Re: Symlink not persisted even after fsync

"Theodore Y. Ts'o" <tytso@xxxxxxx> · Sun, 15 Apr 2018 10:13:38 -0400

On Sat, Apr 14, 2018 at 08:35:45PM -0500, Vijaychidambaram Velayudhan Pillai wrote:
> I was one of the authors on that paper, and I didn't know until today you
> didn't like that work :) The paper did *not* suggest we support invented
> guarantees without considering the performance impact.

I hadn't noticed that you were one of the authors on that paper,
actually.

The problem with that paper was I don't think the researchers had
talked to anyone who had actually designed production file systems.
For example, there are some the hypothetical ext3-fast file system
proposed in the paper has some real practical problems.  You can't
just switch between having the file contents being journaled via the
data=journal mode, and file contents being written via the normal page
cache mechanisms.  If you don't do some very heavy-weight, performance
killing special measures, data corruption is a very real possibility.

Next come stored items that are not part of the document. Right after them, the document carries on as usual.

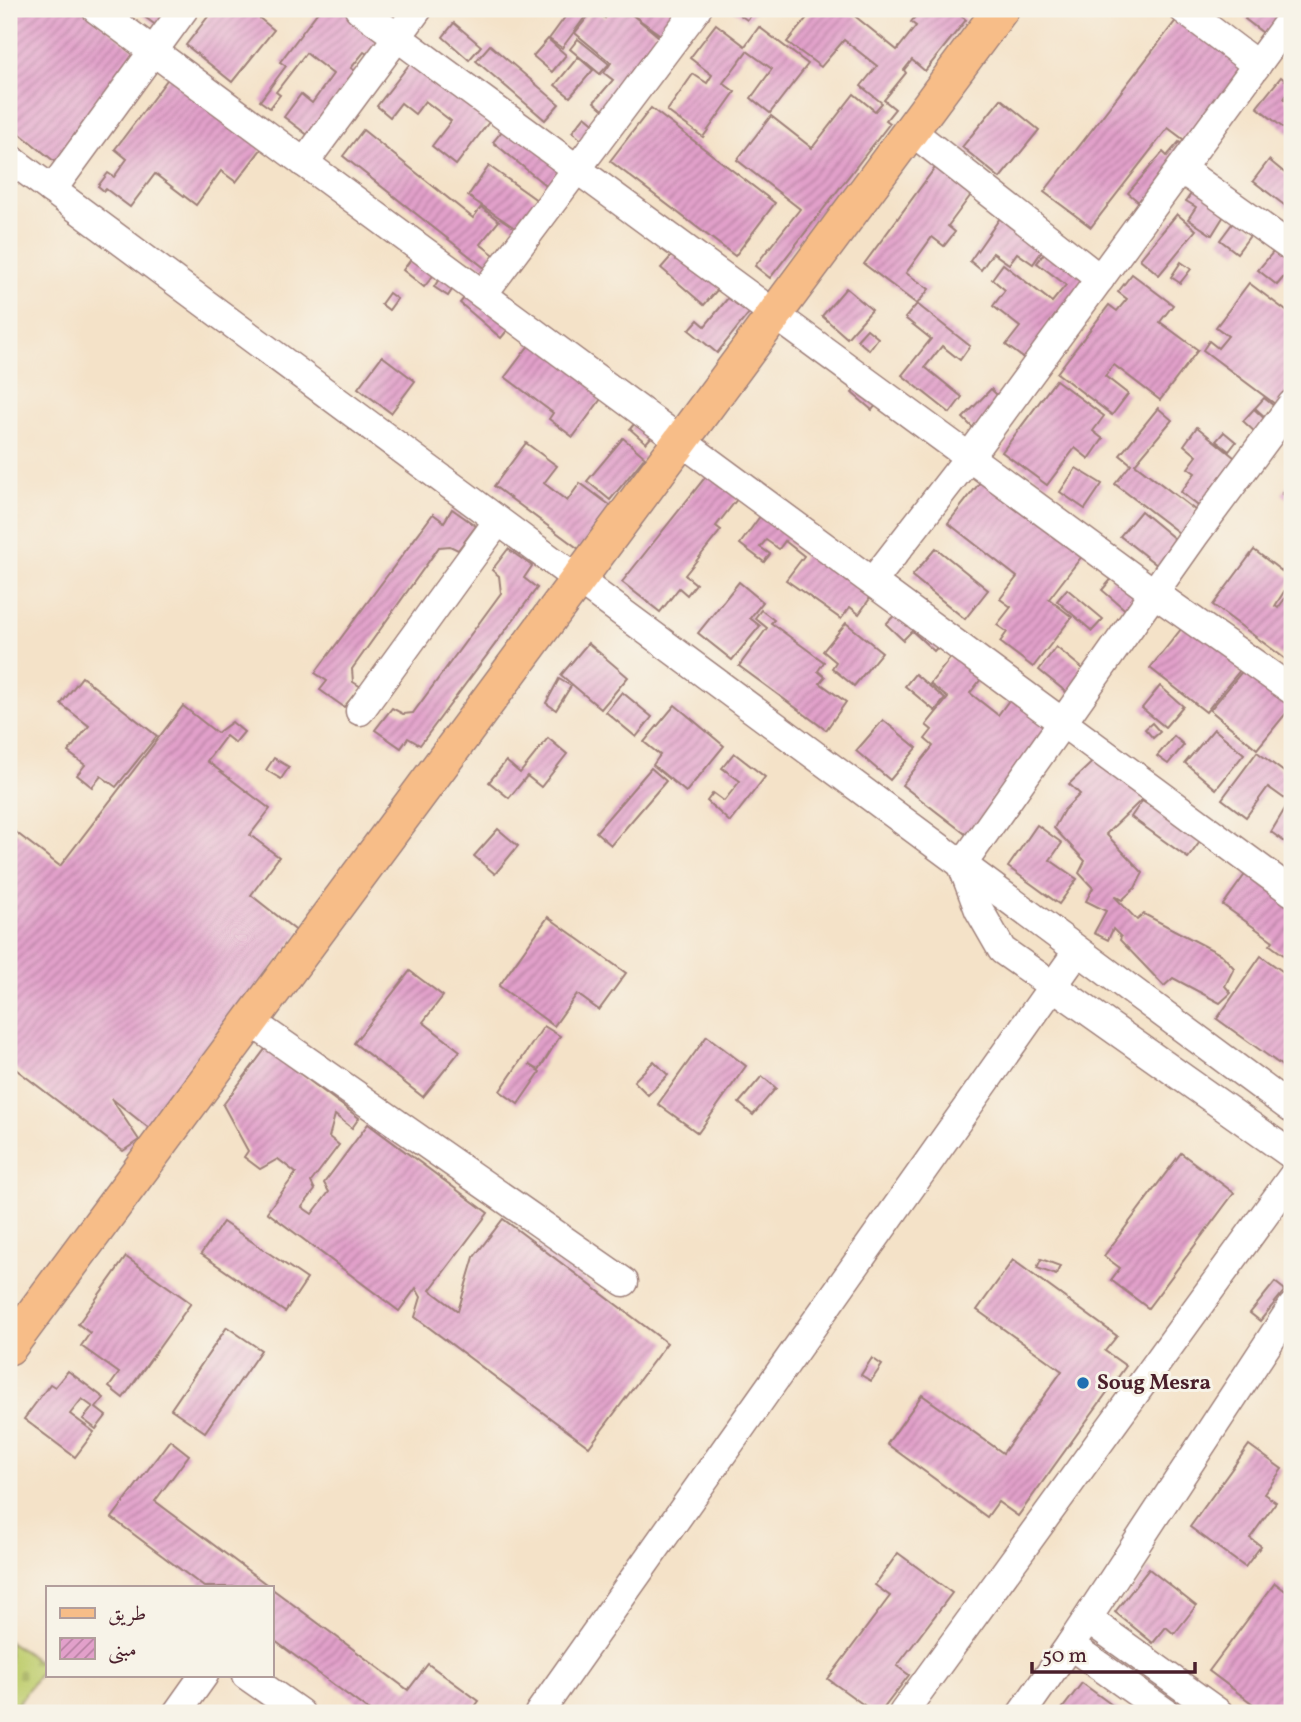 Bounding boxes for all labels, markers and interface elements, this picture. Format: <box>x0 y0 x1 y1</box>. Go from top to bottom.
place label: Soug Mesra <box>1097 1369 1211 1398</box>
marker: Soug Mesra <box>1075 1375 1091 1391</box>
legend <box>46 1586 273 1676</box>
text: طريق <box>108 1600 146 1629</box>
scale bar <box>1032 1631 1194 1675</box>
text: مبنى <box>108 1636 137 1665</box>
text: 50 m <box>1042 1642 1087 1671</box>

(If you're curious as to why, see the comments in the function
ext4_change_journal_flag() in fs/ext4/inode.c, which is called when
clearing the per-file data journal flag.  We need to stop the journal,
write all dirty, journalled buffers to disk, empty the journal, and
only then can we switch a file from using data journalling to the
normal ordered data mode handling.  Now imagine ext3-fast needing to
do all of this...)

The paper also talked in terms of what file system designers should
consider; it didn't really make the same recommendation to application
authors.  If you look at Table 3(c), which listed application
"vulnerabilities" under current file systems, for the applications
that do purport to provide robustness against crashes (e.g., Postgres,
LMDB, etc.) , most of them actually work quite well, with little or
vulerabilities.  A notable example is Zookeeper --- but that might be
an example where the application is just buggy, and should be fixed.

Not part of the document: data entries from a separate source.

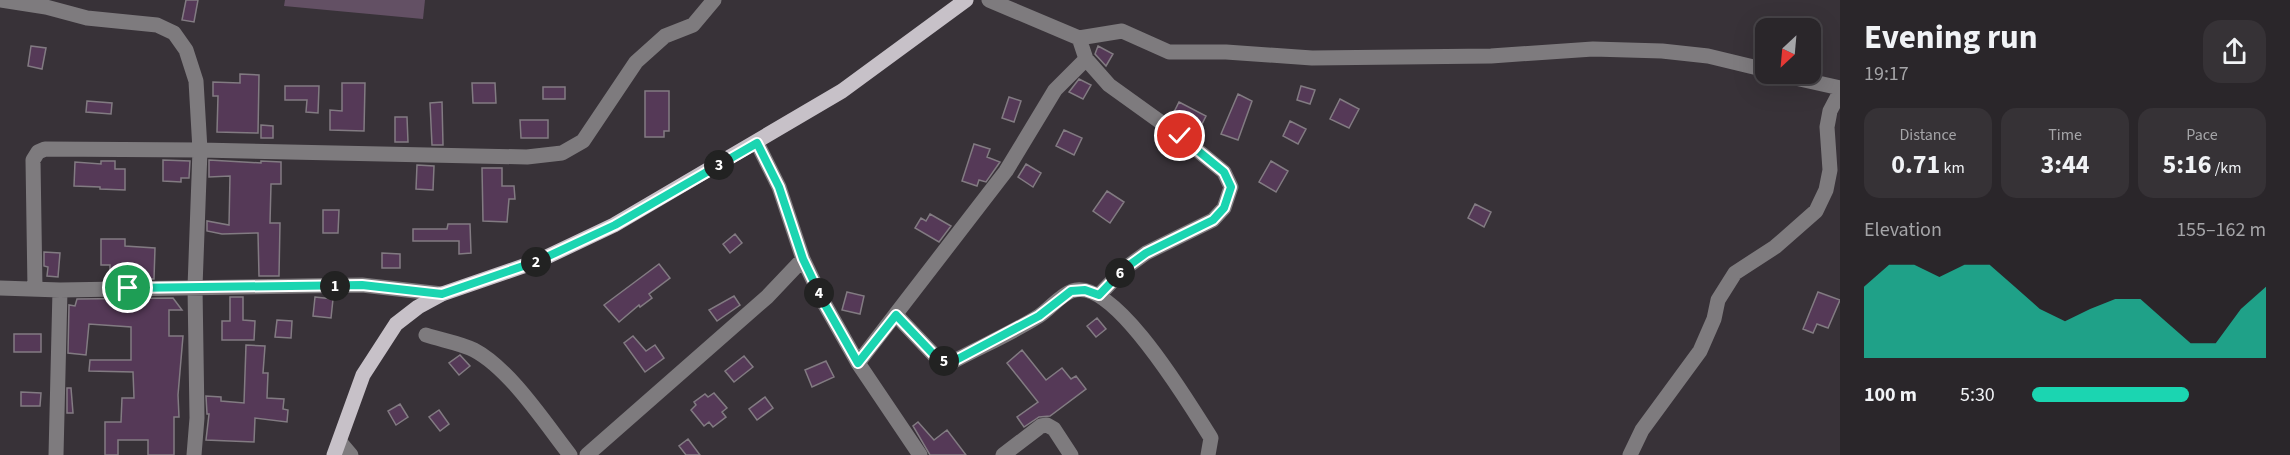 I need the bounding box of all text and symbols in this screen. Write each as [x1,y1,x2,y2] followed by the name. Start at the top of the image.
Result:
[1864,14,2038,61] text: Evening run
[1755,18,1821,84] north arrow
[1755,18,1821,84] map controls
[2203,20,2266,83] button: share
[1864,60,1909,88] text: 19:17
[1154,110,1205,161] pin
[1163,119,1196,152] icon: check
[1900,124,1956,146] text: Distance
[2048,124,2082,146] text: Time
[2186,124,2218,146] text: Pace
[1891,146,1940,183] text: 0.71
[2041,146,2089,183] text: 3:44
[2163,146,2212,183] text: 5:16
[704,150,734,180] pin: 3
[715,154,723,176] text: 3
[1940,157,1965,179] text: km
[2212,157,2241,179] text: /km
[1864,216,1942,244] text: Elevation
[2176,216,2266,244] text: 155–162 m
[521,247,551,277] pin: 2
[532,251,540,273] text: 2
[1105,258,1135,288] pin: 6
[102,262,153,313] pin
[1116,262,1124,284] text: 6
[111,271,144,304] icon: arrive
[320,271,350,301] pin: 1
[331,275,339,297] text: 1
[804,278,834,308] pin: 4
[815,282,823,304] text: 4
[929,346,959,376] pin: 5
[940,350,948,372] text: 5
[1864,381,1917,409] text: 100 m
[1960,381,1995,409] text: 5:30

> I don't disagree with any of this. But you can imagine how this can be all
> be confusing to file-system developers and research groups who work on file
> systems: without formal documentation, what exactly should they test or
> support? Clearly current file systems provide more than just POSIX and
> therefore POSIX itself is not very useful.

I agree that documenting what behavior applications can depend upon is
useful.  However, this needs to be done as a conversation --- and a
negotiation --- between application and file system developers.  (And
not necessarily just from one operating system, either!  Application
authors might care about whether they can get robustness guarantees on
other operationg systems, such as Mac OS X.)  Also, the tradeoffs may
in some cases probabilities of data loss, and not hard guarantees.

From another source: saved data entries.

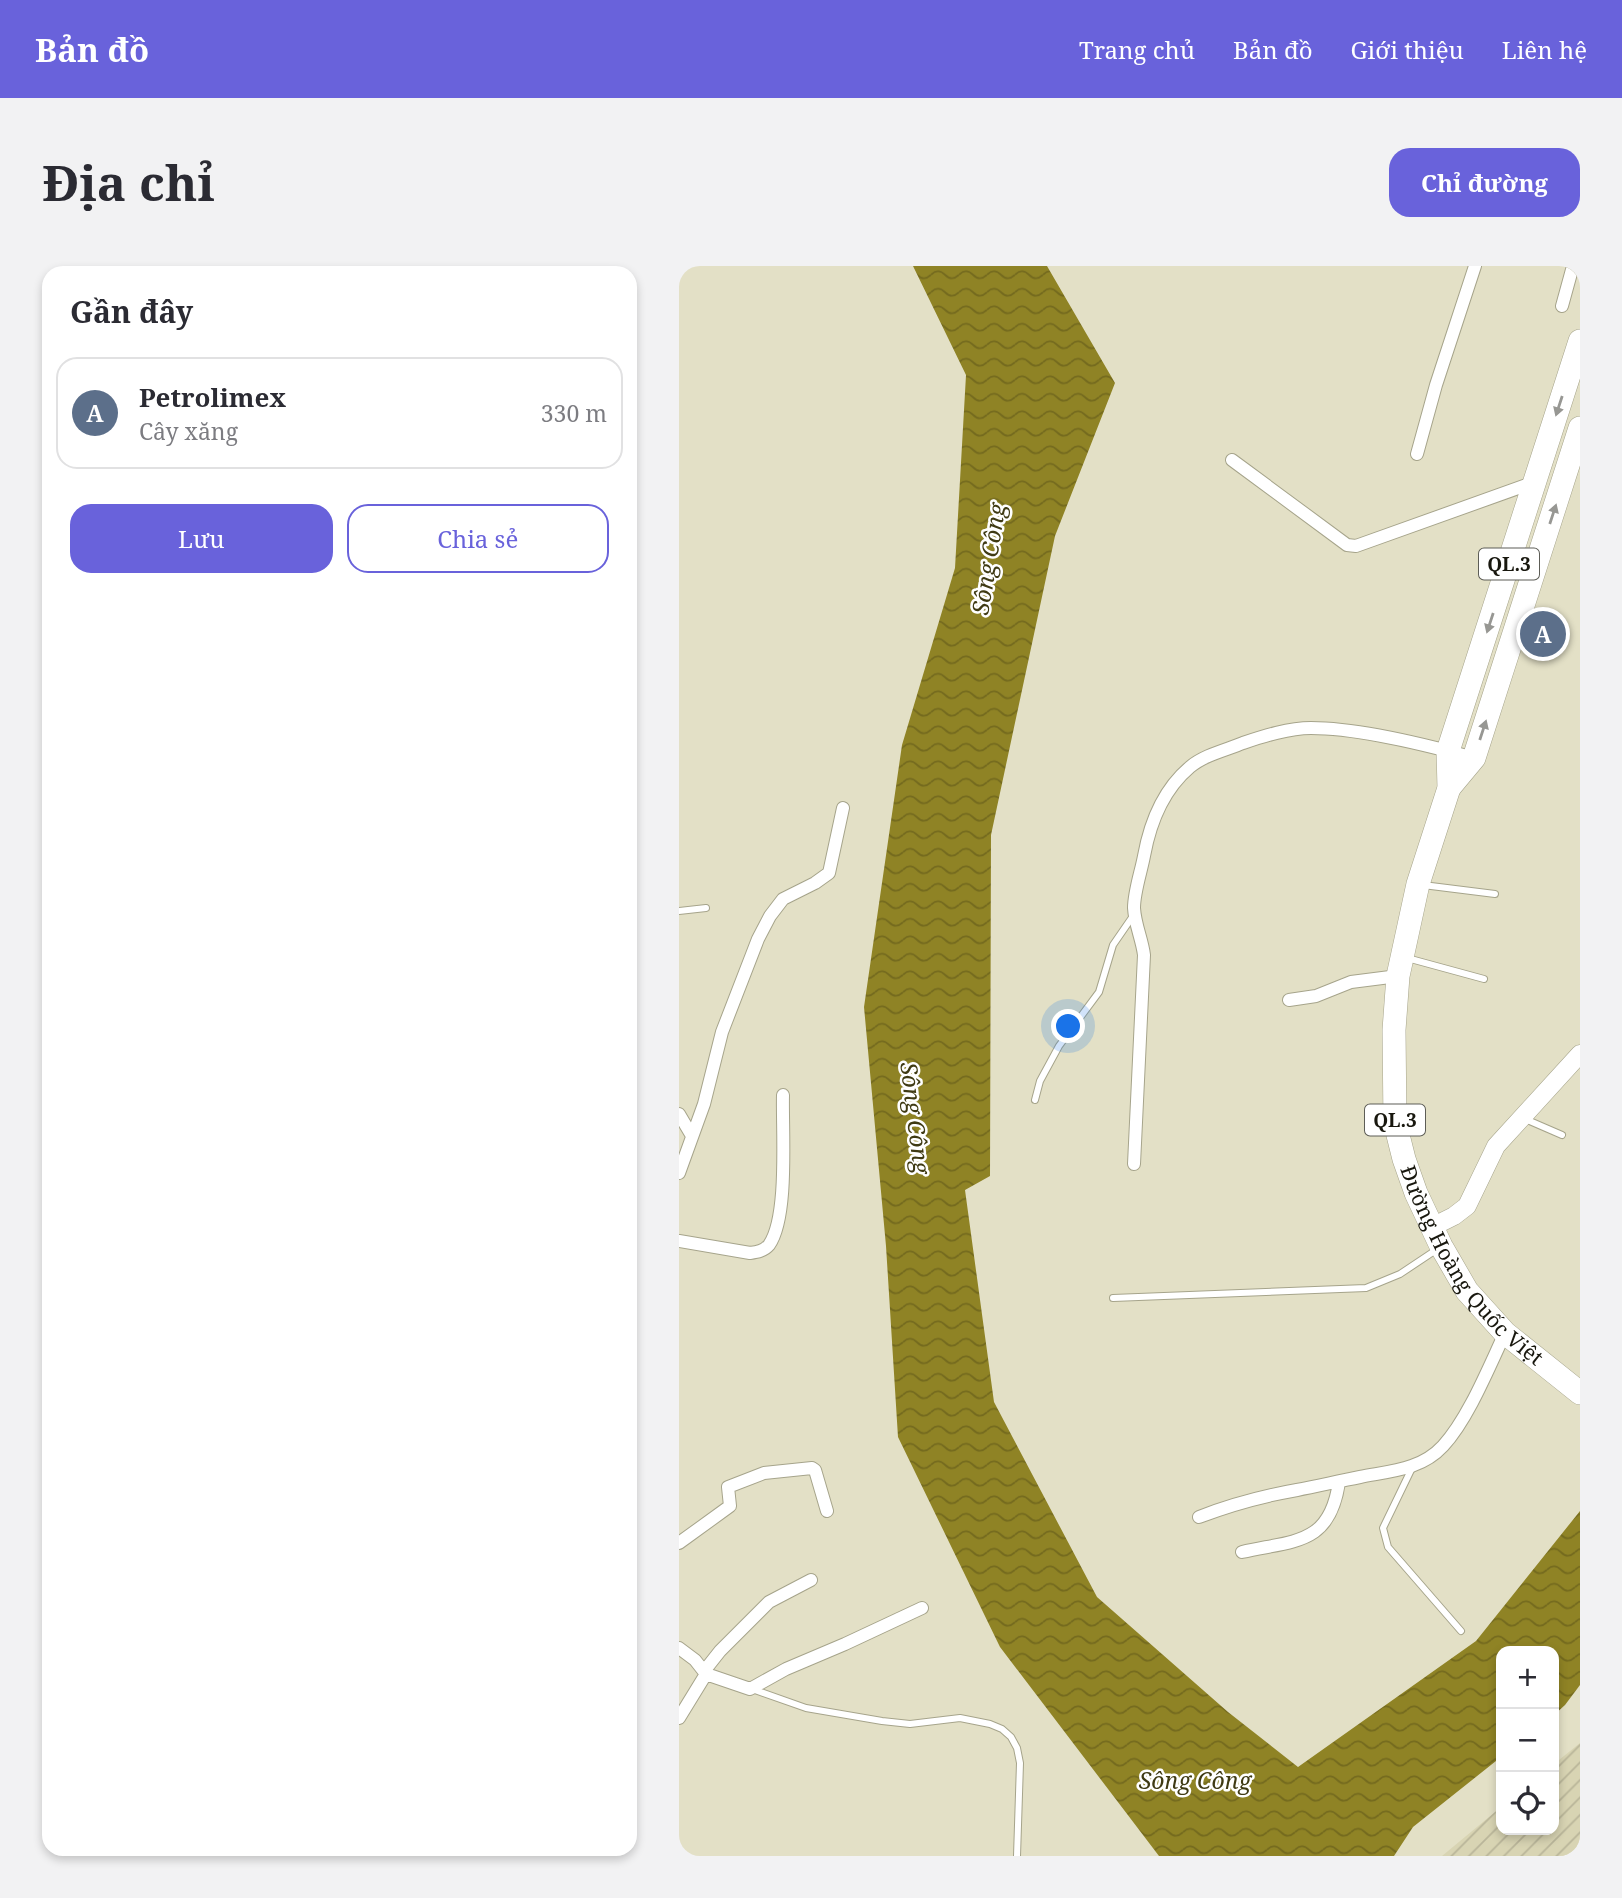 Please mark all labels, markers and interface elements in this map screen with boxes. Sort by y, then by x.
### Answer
text: Bản đồ [35,27,149,72]
text: Trang chủ [1079,33,1195,66]
text: Bản đồ [1233,33,1312,66]
text: Giới thiệu [1350,33,1464,66]
text: Liên hệ [1502,33,1587,66]
button: Chỉ đường [1389,148,1580,217]
text: Địa chỉ [42,149,215,215]
text: Gần đây [70,291,193,332]
text: Petrolimex [139,379,286,415]
one-way arrow [1553,396,1564,417]
text: A [86,397,104,429]
text: 330 m [541,397,607,429]
text: Cây xăng [139,415,238,447]
water label: Sông Công [963,500,1013,617]
one-way arrow [1548,503,1558,524]
button: Lưu [70,504,333,573]
button: Chia sẻ [347,504,609,573]
road number: QL.3 [1479,548,1539,580]
pin: A [1520,608,1566,660]
one-way arrow [1484,612,1494,633]
one-way arrow [1478,720,1489,741]
your location [1051,1009,1085,1043]
water label: Sông Công [893,1060,939,1177]
road number: QL.3 [1365,1104,1425,1136]
street label: Đường Hoàng Quốc Việt [1394,1161,1549,1371]
map controls [1496,1646,1559,1835]
button: + [1496,1646,1559,1709]
button: − [1496,1709,1559,1772]
water label: Sông Công [1139,1764,1252,1796]
button: locate [1496,1772,1559,1835]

Formal documentation also takes a lot of effort to write.  That's
probably why no one has tried to formally codify it since POSIX.  We
do have informal agreements, such as adding an implied data flush
after certain close or renames operations.  And sometimes these are
written up, but only informally.  A good example of this is the
O_PONIES controversy, wherein the negotiations/conversation happened
on various blog entries, and ultimately at an LSF/MM face-to-face
meeting:

	http://blahg.josefsipek.net/?p=364
	https://sandeen.net/wordpress/uncategorized/coming-clean-on-o_ponies/	
	https://lwn.net/Articles/322823/
	https://lwn.net/Articles/327601/
	https://lwn.net/Articles/351422/

Note that the implied file writebacks after certain renames and closes
(as documented at the end of https://lwn.net/Articles/322823/) was
implemented for ext4, and then after discussion at LSF/MM, there was
general agreement across multiple major file system maintainers that
we should all provide similar behavior.

So doing this kind of standardization, especially if you want to take
into account all of the stakeholders, takes time and is not easy.  If
you only take one point of view, you can have what happened with the C
standard, where the room was packed with compiler authors, who were
only interested in what kind of cool compiler optimizations they could
do, and completely ignored whether the resulting standard would
actually be useful by practicing system programmers.  Which is why the
Linux kernel is only really supported on gcc, and then with certain
optimizations allowed by the C standard explicitly turned off.  (Clang
support is almost there, but not everyone trust a kernel built by
Clang won't have some subtle, hard-to-debug problems...)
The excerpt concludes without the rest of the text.